It’s slow progress, and you have to trust that the painful work you’ve put in, will pay off eventually. All you have to do is work to be a tad stronger than you were yesterday.
Your first 5k may seem impossible, but over time it will be as easy and enjoyable as going to a diner with your best friend.
At some point, you will look back and remember when your now easy training was once a struggle, and it will be one of the most rewarding days of your life.
It took me 101 days to complete the 5 Million Steps challenge and during that time I was extremely active every day. Running, cycling, swimming and cross-fitness training filled the day, up to 14 hours at the end of the month when I wanted to push more steps and get better results.
Running helps build self-belief.
Nobody believed it would be possible, even I had doubts if my knees would withstand such intense training.
I started training for this challenge 14 months early and started from scratch. Until then, I was running 2-4 times a week for several kilometres just to clear my mind of everyday problems. And a few times I ended up with painful knee injuries, twice I went to the hospital and spent a few weeks recovering.
But with the right training plan, I manage to build strength for my knees and back. Since March 2018, when I focused on building joint strength, I don’t even know my knees exist.
Proper training allowed me to overcome two huge challenges (5 million steps and 7,000 miles across Asia) in just 15.5 months and with only a 3-week break between.
Believing in yourself and your abilities is one of the hardest parts of starting as a runner. Human nature tends to demean our self-belief and make us feels that we are not as good as other people.
The consequence of this negative self-perception is that we decrease our self-confidence.
Steadfast self-belief doesn’t happen overnight. To build it, start with mini-goals.
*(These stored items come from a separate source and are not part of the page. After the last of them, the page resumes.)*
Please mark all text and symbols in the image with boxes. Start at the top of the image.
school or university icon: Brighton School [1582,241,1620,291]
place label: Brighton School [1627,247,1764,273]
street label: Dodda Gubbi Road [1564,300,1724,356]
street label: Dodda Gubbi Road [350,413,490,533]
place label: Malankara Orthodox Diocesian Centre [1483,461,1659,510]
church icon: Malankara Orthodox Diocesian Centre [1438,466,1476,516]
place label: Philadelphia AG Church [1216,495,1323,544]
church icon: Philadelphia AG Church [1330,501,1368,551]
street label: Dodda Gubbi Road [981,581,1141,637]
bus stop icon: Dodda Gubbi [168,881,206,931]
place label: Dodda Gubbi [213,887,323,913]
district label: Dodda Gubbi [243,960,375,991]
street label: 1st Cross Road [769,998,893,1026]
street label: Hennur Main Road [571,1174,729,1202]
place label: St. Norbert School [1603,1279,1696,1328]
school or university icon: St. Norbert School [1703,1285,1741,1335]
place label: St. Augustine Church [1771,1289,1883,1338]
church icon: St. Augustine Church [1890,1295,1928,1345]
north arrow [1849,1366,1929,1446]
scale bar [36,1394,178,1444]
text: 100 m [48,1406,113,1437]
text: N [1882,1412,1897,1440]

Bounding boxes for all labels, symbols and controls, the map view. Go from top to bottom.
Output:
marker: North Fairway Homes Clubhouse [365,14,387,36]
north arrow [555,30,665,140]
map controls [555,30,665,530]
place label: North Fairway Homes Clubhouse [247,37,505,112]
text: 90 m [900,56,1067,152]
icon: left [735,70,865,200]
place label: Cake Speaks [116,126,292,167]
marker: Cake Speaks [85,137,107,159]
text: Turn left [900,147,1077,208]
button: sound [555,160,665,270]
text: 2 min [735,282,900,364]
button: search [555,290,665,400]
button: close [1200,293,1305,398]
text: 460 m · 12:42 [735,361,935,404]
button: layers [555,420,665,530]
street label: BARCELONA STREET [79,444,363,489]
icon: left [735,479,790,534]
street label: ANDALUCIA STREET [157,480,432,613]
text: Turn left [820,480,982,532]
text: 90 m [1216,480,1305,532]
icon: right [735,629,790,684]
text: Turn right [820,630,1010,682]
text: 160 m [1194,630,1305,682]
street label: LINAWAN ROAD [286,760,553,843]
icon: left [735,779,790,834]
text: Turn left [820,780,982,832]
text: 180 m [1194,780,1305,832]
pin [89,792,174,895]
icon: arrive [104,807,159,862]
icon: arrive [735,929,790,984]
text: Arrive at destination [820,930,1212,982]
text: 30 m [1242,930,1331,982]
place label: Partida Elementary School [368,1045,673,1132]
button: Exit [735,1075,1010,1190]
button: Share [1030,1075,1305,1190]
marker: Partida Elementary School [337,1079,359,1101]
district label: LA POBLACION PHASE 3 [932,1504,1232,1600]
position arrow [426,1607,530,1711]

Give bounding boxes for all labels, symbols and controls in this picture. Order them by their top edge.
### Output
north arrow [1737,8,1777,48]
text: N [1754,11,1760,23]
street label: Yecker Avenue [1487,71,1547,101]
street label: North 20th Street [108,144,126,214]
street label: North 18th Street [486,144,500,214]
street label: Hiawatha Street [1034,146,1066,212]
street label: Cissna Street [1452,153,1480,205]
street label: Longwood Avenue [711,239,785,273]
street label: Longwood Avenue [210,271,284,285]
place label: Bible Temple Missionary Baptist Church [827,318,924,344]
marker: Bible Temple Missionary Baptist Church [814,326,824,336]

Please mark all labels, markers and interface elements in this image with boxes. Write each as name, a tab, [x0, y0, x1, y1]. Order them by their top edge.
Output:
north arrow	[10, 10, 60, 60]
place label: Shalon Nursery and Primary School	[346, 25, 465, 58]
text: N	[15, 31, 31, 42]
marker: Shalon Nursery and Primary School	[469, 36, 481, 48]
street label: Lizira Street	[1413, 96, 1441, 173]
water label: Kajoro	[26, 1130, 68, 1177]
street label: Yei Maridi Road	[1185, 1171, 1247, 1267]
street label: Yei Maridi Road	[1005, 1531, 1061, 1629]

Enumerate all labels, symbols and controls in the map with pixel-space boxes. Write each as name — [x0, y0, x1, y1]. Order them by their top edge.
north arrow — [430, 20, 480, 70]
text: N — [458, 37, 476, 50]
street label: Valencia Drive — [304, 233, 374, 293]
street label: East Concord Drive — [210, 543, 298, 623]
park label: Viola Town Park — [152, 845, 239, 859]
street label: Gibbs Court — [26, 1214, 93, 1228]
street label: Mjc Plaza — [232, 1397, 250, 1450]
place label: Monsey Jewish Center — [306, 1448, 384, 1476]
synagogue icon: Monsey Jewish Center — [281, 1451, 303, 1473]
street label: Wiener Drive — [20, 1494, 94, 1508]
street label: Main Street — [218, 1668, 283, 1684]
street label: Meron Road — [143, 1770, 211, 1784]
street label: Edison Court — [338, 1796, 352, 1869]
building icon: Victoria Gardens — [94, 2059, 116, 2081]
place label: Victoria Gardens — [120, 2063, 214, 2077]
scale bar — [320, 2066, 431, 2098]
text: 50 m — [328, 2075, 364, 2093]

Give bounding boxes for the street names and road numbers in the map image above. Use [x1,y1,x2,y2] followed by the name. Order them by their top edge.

Reward yourself daily for your achievements and significantly increase the size of your goals. Work hard to achieve your goals but don’t overload your expectations.
Running can significantly increase our self-esteem.
Self-esteem is multifaceted and involves our global judgement of ourselves: physical, mental, social, emotional, etc.
Most of us have experienced low self-esteem at one point or another in our lives.
Signs of low self-esteem include negative self-talk, the way we talk to ourselves in our mind, comparing ourselves to others, and focusing on the negatives or mistakes in our lives and ignoring the positives and accomplishments.
Research has shown time and again that running can significantly increase our self-esteem. There are many mechanisms by which running increases our evaluations of our self.
First, in the short-term, running enhances our mood and puts our mind in a more positive state.
Second, in the long-term, running makes us feel good about our physical self – our abilities and physique.
Last, and in both the short and long term, running provides us with a sense of accomplishment that boosts our confidence.
Achieving ambitious goals affects the level of happiness.
Whether you are running a kilometre or training for a marathon, a Columbia University study found that setting and reaching ambitious goals affects your happiness levels and therefore increases your confidence.
Thanks to my tremendous challenges, my confidence has exploded to incredible dimensions. But in early 2018, I started by running 5km a day and then picked it up to even 130km in one day at the end of 2019.
Be patient and persistent, it won’t happen overnight. Developing self-confidence takes time and sweat, but it is well worth the effort.
Running builds empathy, compassion and kindness.
I have always tried to stay as close to the ocean coast as possible while running 7,000 miles through Asia. Sometimes I was adding tens of miles a week just because I wanted to enjoy the view. Plus I couldn’t help but jump into saltwater after eight hours of running in the tropical sun
Running through small villages in Asia allowed me to see local life as much as I couldn’t see simply travelling. Interact with the people, see them in their daily activities.
Asians are extremely friendly and willing to help, no matter where I was.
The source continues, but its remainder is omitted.